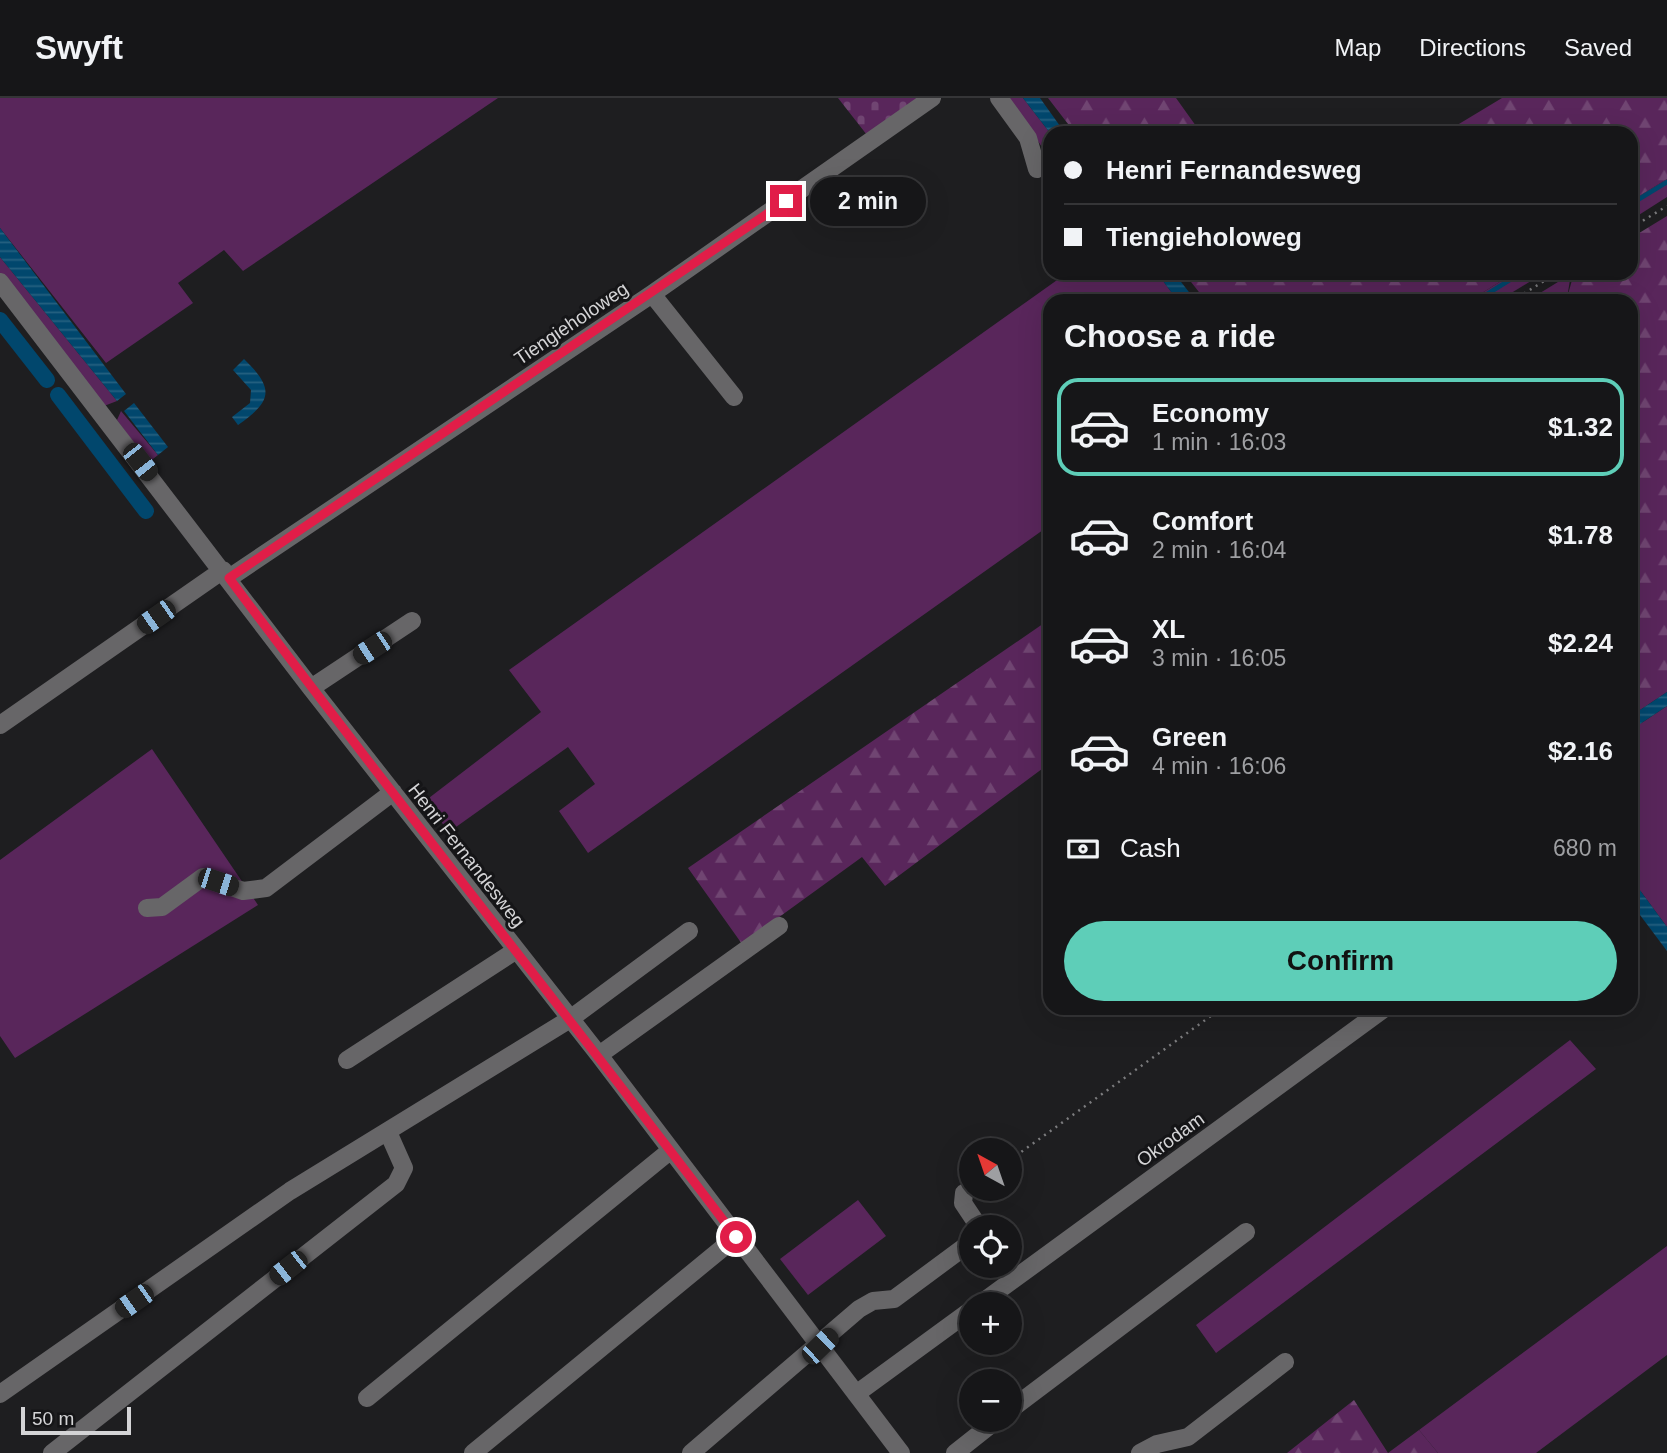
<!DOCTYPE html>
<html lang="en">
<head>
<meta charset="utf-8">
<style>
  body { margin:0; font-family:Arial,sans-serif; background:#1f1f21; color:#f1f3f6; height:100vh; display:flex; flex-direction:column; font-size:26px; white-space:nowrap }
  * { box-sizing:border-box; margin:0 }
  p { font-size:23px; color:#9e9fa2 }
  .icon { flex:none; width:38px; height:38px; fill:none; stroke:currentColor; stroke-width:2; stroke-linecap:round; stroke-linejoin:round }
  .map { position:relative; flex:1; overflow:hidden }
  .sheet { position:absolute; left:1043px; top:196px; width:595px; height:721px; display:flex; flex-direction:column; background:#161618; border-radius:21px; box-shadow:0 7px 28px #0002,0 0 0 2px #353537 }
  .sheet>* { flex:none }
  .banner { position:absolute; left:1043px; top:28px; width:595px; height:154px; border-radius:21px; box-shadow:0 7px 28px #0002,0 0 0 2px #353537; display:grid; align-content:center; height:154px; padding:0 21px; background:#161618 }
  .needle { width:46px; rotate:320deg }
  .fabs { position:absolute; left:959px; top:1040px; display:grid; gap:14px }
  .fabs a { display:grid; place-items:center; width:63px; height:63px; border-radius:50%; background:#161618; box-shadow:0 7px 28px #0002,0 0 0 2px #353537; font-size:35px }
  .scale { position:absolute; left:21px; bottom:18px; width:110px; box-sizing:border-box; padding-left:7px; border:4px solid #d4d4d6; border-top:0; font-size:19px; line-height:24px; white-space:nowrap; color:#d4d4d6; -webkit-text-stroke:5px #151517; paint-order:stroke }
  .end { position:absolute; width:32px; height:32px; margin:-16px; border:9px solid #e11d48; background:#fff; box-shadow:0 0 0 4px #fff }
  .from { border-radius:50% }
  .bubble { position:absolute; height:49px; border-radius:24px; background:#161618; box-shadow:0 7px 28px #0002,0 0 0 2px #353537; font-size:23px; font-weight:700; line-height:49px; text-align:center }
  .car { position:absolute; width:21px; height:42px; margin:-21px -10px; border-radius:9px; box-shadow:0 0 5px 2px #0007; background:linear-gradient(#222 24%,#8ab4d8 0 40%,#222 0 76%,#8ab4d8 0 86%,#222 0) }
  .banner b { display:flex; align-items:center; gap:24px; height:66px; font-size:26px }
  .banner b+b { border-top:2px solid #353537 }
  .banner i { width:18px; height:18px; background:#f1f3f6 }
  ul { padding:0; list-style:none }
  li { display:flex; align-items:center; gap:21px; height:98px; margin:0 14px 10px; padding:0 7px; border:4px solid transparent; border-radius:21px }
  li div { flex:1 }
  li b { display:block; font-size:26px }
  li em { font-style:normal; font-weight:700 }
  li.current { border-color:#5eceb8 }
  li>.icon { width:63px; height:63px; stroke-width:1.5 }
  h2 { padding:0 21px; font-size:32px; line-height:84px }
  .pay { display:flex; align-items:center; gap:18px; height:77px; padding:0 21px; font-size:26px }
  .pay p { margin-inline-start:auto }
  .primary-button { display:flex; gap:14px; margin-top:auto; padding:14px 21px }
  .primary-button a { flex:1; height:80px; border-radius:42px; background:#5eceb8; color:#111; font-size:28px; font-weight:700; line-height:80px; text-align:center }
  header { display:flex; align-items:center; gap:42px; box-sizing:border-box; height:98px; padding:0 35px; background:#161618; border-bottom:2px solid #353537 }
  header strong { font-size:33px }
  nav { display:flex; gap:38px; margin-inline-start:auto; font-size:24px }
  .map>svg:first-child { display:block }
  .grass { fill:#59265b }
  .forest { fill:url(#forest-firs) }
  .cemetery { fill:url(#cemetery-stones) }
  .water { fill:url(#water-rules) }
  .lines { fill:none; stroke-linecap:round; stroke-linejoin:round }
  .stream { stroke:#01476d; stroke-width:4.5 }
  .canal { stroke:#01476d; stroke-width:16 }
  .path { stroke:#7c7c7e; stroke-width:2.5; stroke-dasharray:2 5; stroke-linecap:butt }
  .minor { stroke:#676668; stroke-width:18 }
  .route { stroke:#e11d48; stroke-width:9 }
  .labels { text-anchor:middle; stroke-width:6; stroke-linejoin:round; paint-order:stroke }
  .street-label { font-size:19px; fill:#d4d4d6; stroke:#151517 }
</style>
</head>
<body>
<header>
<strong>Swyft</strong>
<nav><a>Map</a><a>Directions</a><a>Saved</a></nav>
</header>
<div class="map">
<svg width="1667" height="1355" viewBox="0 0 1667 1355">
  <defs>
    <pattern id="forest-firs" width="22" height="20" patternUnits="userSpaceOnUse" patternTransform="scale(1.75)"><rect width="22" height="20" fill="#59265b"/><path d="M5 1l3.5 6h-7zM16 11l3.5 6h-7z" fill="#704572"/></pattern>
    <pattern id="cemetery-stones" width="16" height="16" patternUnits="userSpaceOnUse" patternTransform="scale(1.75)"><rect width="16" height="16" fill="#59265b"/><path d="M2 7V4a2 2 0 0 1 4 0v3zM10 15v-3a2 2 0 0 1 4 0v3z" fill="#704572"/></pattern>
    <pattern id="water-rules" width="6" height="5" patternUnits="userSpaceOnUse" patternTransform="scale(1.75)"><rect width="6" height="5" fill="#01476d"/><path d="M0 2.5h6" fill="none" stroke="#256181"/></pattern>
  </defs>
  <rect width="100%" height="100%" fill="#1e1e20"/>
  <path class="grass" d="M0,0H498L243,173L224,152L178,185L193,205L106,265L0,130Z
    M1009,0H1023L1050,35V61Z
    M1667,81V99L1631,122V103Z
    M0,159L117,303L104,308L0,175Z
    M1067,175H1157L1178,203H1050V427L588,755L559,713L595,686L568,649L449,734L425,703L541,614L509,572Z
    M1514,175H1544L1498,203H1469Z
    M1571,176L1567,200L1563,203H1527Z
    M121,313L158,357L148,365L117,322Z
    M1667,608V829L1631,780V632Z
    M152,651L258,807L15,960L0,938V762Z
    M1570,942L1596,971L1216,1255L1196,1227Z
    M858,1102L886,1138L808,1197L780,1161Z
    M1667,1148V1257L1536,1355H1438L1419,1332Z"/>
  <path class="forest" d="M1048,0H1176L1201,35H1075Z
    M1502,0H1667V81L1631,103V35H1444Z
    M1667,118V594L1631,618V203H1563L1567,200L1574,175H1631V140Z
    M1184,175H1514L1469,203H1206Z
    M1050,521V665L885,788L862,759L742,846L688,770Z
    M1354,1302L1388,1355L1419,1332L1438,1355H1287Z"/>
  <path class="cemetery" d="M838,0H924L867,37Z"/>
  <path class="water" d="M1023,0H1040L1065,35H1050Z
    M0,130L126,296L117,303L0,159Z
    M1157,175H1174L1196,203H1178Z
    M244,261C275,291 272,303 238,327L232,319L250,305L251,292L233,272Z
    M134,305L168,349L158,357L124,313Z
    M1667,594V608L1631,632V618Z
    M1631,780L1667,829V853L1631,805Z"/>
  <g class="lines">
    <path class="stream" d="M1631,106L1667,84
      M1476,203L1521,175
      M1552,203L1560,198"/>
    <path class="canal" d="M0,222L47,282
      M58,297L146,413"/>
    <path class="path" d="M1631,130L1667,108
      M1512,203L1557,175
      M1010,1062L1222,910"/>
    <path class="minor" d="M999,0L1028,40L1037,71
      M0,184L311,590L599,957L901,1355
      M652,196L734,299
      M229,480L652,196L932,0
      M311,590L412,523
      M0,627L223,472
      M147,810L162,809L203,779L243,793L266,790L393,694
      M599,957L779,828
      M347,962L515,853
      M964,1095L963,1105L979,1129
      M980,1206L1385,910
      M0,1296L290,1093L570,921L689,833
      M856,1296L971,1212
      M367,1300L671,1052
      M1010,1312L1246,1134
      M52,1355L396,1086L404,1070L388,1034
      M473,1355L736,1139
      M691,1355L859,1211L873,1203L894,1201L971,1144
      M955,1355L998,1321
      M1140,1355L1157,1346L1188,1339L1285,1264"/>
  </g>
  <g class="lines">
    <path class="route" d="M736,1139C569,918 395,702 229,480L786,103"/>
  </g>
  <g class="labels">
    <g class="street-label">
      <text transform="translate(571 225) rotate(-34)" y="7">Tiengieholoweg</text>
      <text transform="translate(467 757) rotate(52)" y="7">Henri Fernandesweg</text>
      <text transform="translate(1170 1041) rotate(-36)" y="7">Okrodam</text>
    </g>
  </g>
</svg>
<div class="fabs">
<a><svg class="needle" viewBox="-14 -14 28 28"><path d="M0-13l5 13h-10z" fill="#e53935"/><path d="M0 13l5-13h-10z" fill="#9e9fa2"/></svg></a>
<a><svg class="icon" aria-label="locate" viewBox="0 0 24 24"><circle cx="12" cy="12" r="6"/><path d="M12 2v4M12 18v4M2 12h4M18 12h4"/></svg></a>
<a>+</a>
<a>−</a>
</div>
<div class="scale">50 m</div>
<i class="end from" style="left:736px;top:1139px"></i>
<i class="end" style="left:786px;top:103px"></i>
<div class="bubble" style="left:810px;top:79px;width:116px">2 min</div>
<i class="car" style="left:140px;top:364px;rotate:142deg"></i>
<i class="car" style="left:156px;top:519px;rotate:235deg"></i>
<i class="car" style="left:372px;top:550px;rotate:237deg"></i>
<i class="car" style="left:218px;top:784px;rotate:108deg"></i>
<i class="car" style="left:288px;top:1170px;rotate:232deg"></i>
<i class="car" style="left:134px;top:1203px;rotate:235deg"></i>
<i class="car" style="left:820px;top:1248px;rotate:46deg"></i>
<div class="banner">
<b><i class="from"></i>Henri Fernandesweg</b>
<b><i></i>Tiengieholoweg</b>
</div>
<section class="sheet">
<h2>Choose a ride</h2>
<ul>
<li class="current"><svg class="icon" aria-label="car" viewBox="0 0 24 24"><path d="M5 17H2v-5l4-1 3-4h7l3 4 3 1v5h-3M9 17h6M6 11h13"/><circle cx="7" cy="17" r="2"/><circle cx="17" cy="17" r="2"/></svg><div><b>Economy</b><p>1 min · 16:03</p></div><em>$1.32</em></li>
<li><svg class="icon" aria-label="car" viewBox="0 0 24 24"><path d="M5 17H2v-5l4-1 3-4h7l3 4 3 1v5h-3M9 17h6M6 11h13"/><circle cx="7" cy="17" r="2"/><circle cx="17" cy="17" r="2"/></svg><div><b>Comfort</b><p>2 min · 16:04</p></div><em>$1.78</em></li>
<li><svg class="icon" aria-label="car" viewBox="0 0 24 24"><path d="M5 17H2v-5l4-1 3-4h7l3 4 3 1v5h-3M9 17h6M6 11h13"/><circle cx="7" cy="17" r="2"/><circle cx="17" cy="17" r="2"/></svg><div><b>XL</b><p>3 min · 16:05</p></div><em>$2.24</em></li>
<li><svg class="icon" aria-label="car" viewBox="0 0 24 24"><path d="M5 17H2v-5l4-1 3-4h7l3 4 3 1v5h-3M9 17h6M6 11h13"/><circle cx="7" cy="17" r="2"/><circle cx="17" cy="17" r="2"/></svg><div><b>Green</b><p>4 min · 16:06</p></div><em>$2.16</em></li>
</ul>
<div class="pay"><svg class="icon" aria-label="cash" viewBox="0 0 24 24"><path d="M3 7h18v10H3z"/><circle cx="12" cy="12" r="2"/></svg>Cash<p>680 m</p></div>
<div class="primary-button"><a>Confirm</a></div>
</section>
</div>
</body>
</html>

▶ HOW TO COMPLETE THIS TASK
Go back to the listing above. Copy word for word the lines from the one with "position:absolute; height:49px; border-radius:24px;" through the one with "position:absolute; width:21px; height:42px;", and nothing more.

▶ WRITTEN ANSWER
  .bubble { position:absolute; height:49px; border-radius:24px; background:#161618; box-shadow:0 7px 28px #0002,0 0 0 2px #353537; font-size:23px; font-weight:700; line-height:49px; text-align:center }
  .car { position:absolute; width:21px; height:42px; margin:-21px -10px; border-radius:9px; box-shadow:0 0 5px 2px #0007; background:linear-gradient(#222 24%,#8ab4d8 0 40%,#222 0 76%,#8ab4d8 0 86%,#222 0) }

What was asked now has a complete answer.